The other half of Roots is the relaxing lounge, where you can nosh during the daily 3 to 6 p.m. happy hour on a nice selection of specially priced drinks and small plates, including a top-sirloin Roots burger with grilled onions ($7.50) and a wedge salad with blue cheese dressing, livened up with pancetta, walnuts and radish ($5.50).

But by choosing to operate under the self-imposed “upscale dining” banner, as Roots describes itself, an eatery should hit home runs with every dish, especially when its customers could easily pay $100 on a dinner for two. And that’s where Roots falters a bit.

On my first Roots experience, I left with a disappointed belly after I couldn’t bring myself to even make it halfway through my 12 ounce rib-eye steak ($29.50) that was served coated in black char — well past the point of a suitable sear. With each gritty, charcoal-flavored bite, I grew more upset that such a pricey travesty would be sent to my table. The chef and server should have taken one look at the burnt meat and tossed it right in the trash where it belonged.

Had my server inquired about how the meal tasted I would have told the truth, but I was never asked.

The steak disaster was a bitter end to what was shaping up as a satisfying meal, complete with a refreshingly subtle cauliflower soup ($9) and bursting-with-flavor crispy duck confit with cranberry pear bread pudding and black pepper honey ($8.50). The day boat scallops ($11) lacked such a wallop of taste, even with an accompanying celery root and truffle aioli.

It should be pointed out when I returned to Roots two weeks later to give the steak another go, I was thankful to have had a much better experience. In round two, the medium-rare Cascade Natural steak was perfectly prepared, albeit under-seasoned. It was night and day over the prior visit — warmly pink in the center surrounded by a brown sear on the outside to seal in the juices. That time I was thrilled to scrap my plate clean.

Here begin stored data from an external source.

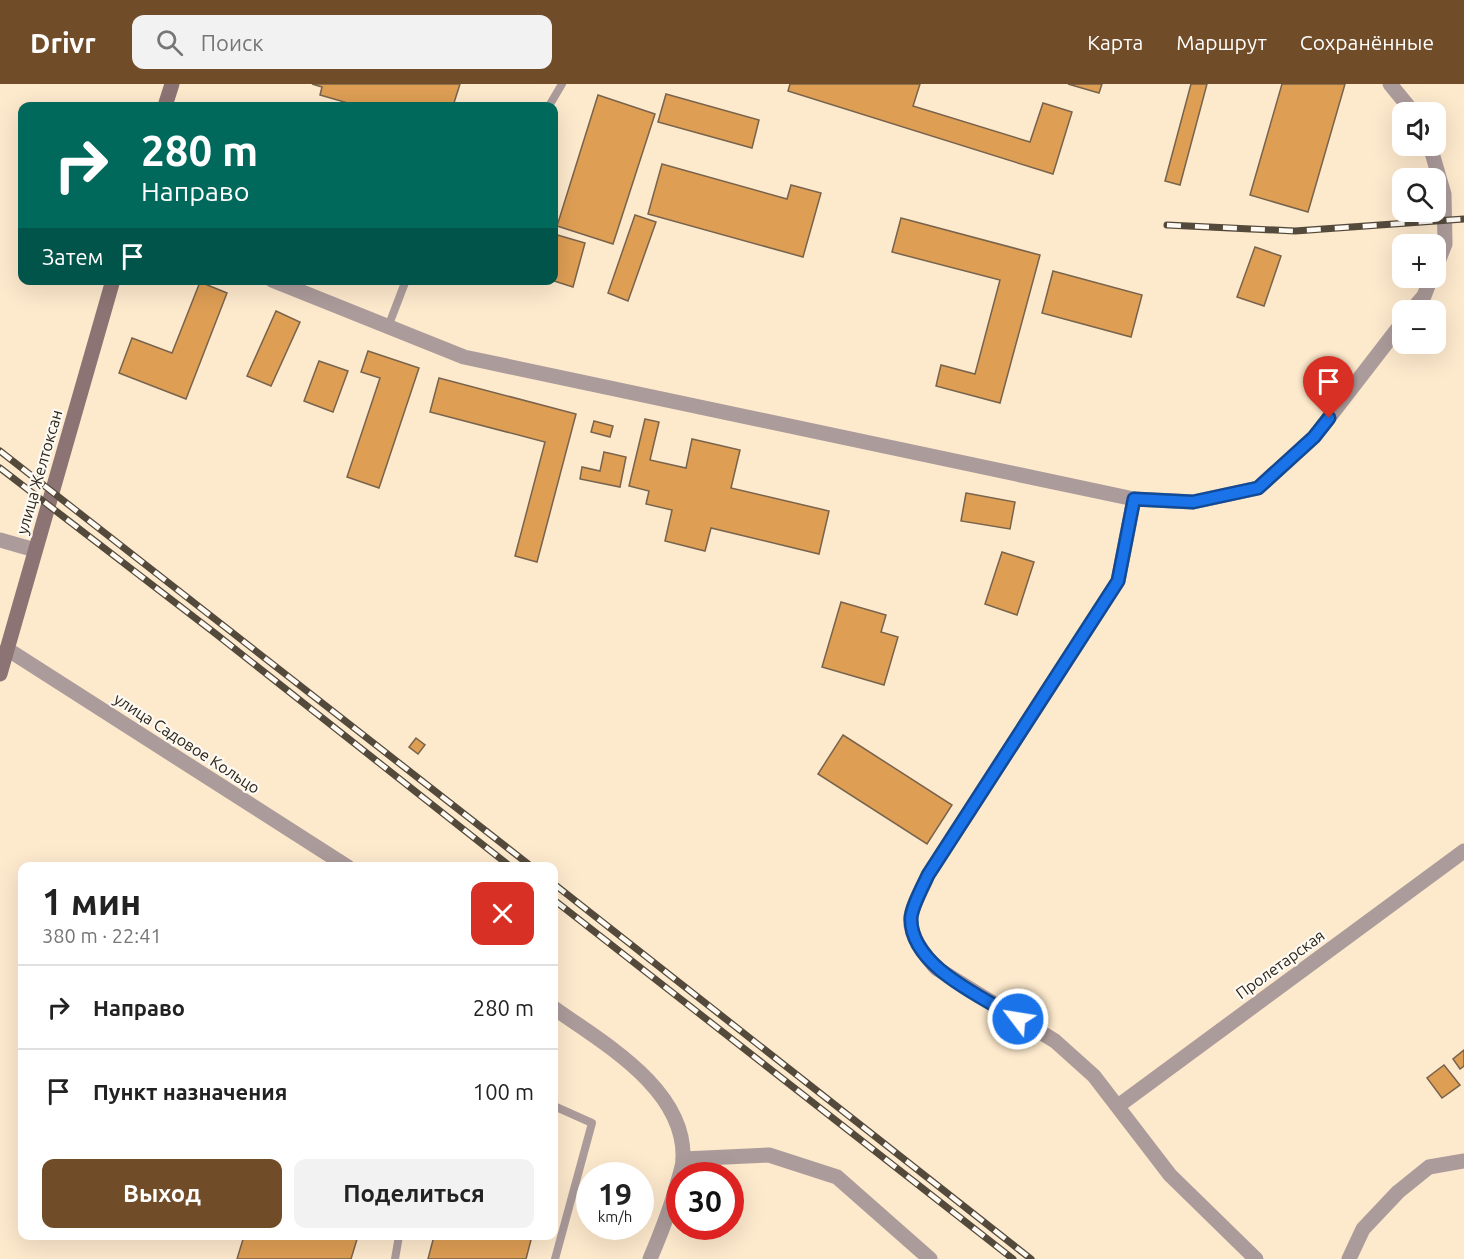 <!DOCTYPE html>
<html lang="ru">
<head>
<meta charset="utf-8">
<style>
  :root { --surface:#fff; --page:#f2f2f2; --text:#222; --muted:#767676; --line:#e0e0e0; --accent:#714c28 }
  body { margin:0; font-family:Ubuntu,sans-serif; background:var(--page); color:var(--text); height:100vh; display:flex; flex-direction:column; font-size:22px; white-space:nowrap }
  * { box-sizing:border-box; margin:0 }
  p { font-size:20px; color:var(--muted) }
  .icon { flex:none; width:33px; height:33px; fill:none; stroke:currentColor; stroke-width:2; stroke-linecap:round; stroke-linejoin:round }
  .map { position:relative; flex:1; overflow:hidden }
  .drawer { position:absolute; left:18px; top:778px; width:540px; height:378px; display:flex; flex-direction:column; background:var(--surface); border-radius:12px; box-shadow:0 6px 24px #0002 }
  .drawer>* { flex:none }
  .hud { position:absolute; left:18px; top:18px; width:540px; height:183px; border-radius:12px; box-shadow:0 6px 24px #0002; background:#00695c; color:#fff; overflow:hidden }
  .controls { position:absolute; left:1392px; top:18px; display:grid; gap:12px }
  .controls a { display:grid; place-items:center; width:54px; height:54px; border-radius:12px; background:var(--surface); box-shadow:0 6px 24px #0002; font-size:30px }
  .speed { position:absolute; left:576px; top:1078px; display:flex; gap:12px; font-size:30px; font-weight:700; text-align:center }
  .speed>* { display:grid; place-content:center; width:78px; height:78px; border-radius:50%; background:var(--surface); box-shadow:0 6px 24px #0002; line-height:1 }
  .speed small { font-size:15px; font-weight:400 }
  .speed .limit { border:9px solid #d22; background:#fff; color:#111 }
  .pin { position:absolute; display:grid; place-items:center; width:51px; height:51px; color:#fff; margin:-62px -26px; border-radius:50% 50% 50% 0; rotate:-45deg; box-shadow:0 0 6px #0007 }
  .pin .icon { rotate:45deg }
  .me { position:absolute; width:66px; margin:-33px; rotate:301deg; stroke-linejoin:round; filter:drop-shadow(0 0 4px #0008) }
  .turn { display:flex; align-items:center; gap:21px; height:126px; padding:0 24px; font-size:27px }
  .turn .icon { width:78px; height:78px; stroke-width:2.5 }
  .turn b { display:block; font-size:42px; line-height:51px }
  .then { display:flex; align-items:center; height:57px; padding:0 24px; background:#0003; gap:12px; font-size:22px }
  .round { display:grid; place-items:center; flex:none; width:63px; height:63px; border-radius:12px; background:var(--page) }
  .head { display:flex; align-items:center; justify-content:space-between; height:102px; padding:0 24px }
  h1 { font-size:36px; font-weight:700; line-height:45px }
  .button { display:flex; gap:12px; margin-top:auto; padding:12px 24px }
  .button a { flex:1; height:69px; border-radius:12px; background:var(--accent); color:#fff; font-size:24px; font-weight:700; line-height:69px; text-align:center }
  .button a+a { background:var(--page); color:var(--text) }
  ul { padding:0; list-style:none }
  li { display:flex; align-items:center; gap:18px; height:84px; padding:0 24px; border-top:2px solid var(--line) }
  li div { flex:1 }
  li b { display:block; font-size:22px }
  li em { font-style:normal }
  header { display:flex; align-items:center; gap:36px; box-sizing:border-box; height:84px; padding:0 30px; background:var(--accent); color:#fff }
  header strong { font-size:28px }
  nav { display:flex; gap:33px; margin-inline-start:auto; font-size:21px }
  .search { width:420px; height:54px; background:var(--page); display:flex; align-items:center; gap:15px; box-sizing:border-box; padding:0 21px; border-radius:12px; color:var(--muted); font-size:22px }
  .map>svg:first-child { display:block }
  .building { fill:#de9e54; stroke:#78634c; stroke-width:1.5 }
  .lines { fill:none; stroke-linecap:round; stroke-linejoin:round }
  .service { stroke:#ac9b9b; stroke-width:8 }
  .minor { stroke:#ac9b9b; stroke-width:15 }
  .tertiary { stroke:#ac9b9b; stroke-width:15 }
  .secondary { stroke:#8c7474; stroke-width:15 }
  .rail-casing { stroke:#544a3c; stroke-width:7 }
  .rail { stroke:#fdf9f3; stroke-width:4.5; stroke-dasharray:14; stroke-linecap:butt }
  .route-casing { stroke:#114b97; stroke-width:15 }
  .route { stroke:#1a73e8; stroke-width:10 }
  .labels { text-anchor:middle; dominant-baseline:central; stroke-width:4.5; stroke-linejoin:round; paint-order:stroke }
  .street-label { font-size:16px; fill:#2c251a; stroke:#fdf9f3 }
</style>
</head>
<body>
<header>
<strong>Drivr</strong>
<div class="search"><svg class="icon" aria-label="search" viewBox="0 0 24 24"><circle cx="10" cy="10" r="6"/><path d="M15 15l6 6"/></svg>Поиск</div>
<nav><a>Карта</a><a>Маршрут</a><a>Сохранённые</a></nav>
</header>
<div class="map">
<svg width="1464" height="1175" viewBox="0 0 1464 1175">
  <rect width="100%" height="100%" fill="#fde9cc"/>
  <!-- building -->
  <g class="building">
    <path d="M312 0H460L453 22H358L320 11 322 3Z"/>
    <path d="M790 0H920L913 22 1030 58 1043 19 1072 28 1053 90 788 7Z"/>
    <path d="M1068 0H1102L1099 9Z"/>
    <path d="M1191 0H1207L1180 101 1165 97Z"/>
    <path d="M1282 0H1345L1308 128 1250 111Z"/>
    <path d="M666 10 759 36 752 64 658 38Z"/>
    <path d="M598 11 655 30 613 160 557 142Z"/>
    <path d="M662 80 787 115 791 101 821 109 803 173 648 130Z"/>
    <path d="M635 131 656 138 628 217 608 209Z"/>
    <path d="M901 134 1040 171 1000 319 936 302 941 281 975 290 1000 196 892 168Z"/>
    <path d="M554 150 585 159 573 203 551 196H554Z"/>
    <path d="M1255 163 1281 172 1264 222 1237 213Z"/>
    <path d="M1053 187 1142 211 1131 253 1042 229Z"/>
    <path d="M200 198 227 209 186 315 119 289 132 254 172 269Z"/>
    <path d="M276 227 300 238 271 302 247 292Z"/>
    <path d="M368 267 419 284 379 404 347 393 380 294 361 288Z"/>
    <path d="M319 277 348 287 333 328 304 317Z"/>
    <path d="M439 294 576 330 537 478 515 472 545 358 430 328Z"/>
    <path d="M645 335 659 338 650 376 686 384 692 355 740 366 731 404 829 427 819 470 711 444 705 467 665 457 672 426 646 420 649 407 629 402Z"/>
    <path d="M594 337 613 342 610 353 591 348Z"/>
    <path d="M604 368 626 373 620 403 580 395 582 383 600 387Z"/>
    <path d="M966 409 1015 418 1010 445 961 437Z"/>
    <path d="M1002 468 1034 478 1017 531 985 520Z"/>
    <path d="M841 518 886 531 881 548 898 553 884 601 822 583Z"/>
    <path d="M843 651 952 721 927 760 818 690Z"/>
    <path d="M416 654 425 661 418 670 409 663Z"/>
    <path d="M1464 966V982L1460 985 1453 975Z"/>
    <path d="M1444 981 1460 1001 1442 1014 1427 994Z"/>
    <path d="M244 1152H358L351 1175H237Z"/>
    <path d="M434 1152H532L526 1175H428Z"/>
  </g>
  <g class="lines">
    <!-- service -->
    <g class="service">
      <path d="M549 22 562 0"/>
      <path d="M388 243 406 196"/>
      <path d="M554 1022 592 1039 555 1175"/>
      <path d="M395 1175 399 1152"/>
    </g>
    <!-- minor -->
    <g class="minor">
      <path d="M1390 0 1413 28"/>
      <path d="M1430 62 1444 110 1445 160 1436 183"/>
      <path d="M272 196 464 273 1134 415 1193 418 1258 404 1314 353 1402 239"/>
      <path d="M1412 226 1424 212 1431 194"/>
      <path d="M1134 415 1118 497 928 791C923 804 913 819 911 832 908 851 925 871 936 884L1055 957 1094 992 1170 1091 1256 1175"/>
      <path d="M1118 1022 1464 767"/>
      <path d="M683 1075 769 1071 837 1093 930 1175"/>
      <path d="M1349 1175 1363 1145 1398 1108 1429 1083 1464 1077"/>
    </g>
    <!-- tertiary -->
    <g class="tertiary">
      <path d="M0 456 35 466"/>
      <path d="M7 565 348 783"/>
      <path d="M554 924C603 959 686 1005 683 1075 683 1082 680 1090 678 1097 671 1124 661 1149 650 1175"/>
    </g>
    <!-- secondary -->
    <g class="secondary">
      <path d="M165 22 172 0"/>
      <path d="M0 590 113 196"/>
    </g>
    <!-- rail casing -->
    <g class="rail-casing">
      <g id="rail">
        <path d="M1167 141 1295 147 1464 135"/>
        <path d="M0 367 532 783"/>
        <path d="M0 384 216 550 511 783"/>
        <path d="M554 800 1031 1175"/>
        <path d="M554 816 1013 1175"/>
      </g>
    </g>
    <!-- rail -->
    <use href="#rail" class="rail"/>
  </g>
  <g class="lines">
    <!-- route casing -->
    <g class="route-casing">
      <path id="route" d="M1018 935C983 913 911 883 911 835 911 824 923 802 928 791L1118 497 1134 415 1193 418 1258 404 1314 353 1329 334"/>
    </g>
    <!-- route -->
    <use href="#route" class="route"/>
  </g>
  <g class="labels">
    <!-- street labels -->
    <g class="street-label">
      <text transform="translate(39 388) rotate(-74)">улица Желтоксан</text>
      <text transform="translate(187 659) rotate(33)">улица Садовое Кольцо</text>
      <text transform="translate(1280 880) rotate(-36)">Пролетарская</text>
    </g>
  </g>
</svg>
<div class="controls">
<a><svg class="icon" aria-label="sound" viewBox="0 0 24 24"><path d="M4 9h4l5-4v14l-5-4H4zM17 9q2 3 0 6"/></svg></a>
<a><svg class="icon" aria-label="search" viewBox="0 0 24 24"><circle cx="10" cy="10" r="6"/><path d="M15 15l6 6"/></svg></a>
<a>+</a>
<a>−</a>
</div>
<div class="speed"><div>19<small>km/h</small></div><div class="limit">30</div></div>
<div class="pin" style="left:1329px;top:334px;background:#d93025"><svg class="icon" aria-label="arrive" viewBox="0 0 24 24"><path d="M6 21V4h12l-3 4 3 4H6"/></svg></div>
<svg class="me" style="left:1018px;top:935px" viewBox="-20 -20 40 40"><circle r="17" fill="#1a73e8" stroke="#fff" stroke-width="3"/><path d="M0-11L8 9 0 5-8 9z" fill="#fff"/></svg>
<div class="hud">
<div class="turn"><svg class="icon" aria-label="right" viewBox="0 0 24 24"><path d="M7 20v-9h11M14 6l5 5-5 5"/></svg><div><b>280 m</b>Направо</div></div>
<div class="then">Затем<svg class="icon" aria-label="arrive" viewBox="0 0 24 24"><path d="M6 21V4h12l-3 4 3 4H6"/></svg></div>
</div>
<section class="drawer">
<div class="head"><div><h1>1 мин</h1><p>380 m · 22:41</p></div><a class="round" style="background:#d93025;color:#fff"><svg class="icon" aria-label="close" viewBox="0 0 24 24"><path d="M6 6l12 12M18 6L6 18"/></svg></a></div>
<ul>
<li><svg class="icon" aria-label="right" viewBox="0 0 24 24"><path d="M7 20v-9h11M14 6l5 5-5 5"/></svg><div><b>Направо</b></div><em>280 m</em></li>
<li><svg class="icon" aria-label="arrive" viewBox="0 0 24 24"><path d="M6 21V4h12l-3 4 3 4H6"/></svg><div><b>Пункт назначения</b></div><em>100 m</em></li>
</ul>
<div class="button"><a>Выход</a><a>Поделиться</a></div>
</section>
</div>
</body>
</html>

During the same visit, the seared salmon ($26), served with what sounded like an appealing mix of fennel, orange and olives atop crushed potatoes with bacon, did not live up to its price or promise. The medium-cooked salmon’s flavor was flat and the accompaniments were sparse; the orange was nearly nonexistent and the thinly sliced fennel did little to liven the plate. The hearty bacon potatoes were superb, but the salmon should have stood out as the hero of the dish.

I was impressed by the small plate selections, especially the bang they give for your buck. For the price of two entrees, you can top the table with an amazing array — from the aforementioned duck confit to a Walla Walla onion tart ($8) to mussels with shallots, garlic, chardonnay and saffron ($11.50).

The restaurant’s devotion to meal presentation, decor and smiling service should be applauded, but at times it feels like some corners are being cut when it comes to the food. Fine dining isn’t defined by dropping a day’s wages on dinner, it’s about laser-focused attention to detail and flavors that reverberate from the tongue through the body.

Roots should continue along its admirable path to greatness, but not lose hold of what truly makes a grand dining experience: food prepared with love and care.

Hours: Serving brunch, lunch and dinner between 11:30 a.m. and 9 p.m. Monday through Saturday; 11 a.m. to 9 p.m. Sunday. Happy hour in the lounge runs from 3 to 6 p.m. daily and from 9 to 11 p.m. Fridays and Saturdays.

Contact: 360-260-3001.

Web: Roots Restaurant & Bar.

Where: 19215 S.E. 34th St., Suite 110, Camas.

Health score: Roots Restaurant & Bar received a score of 15 on Dec. 27. Zero is a perfect rating, and Clark County Public Health closes restaurants that score 100 or higher. For information, call 360-397-8428.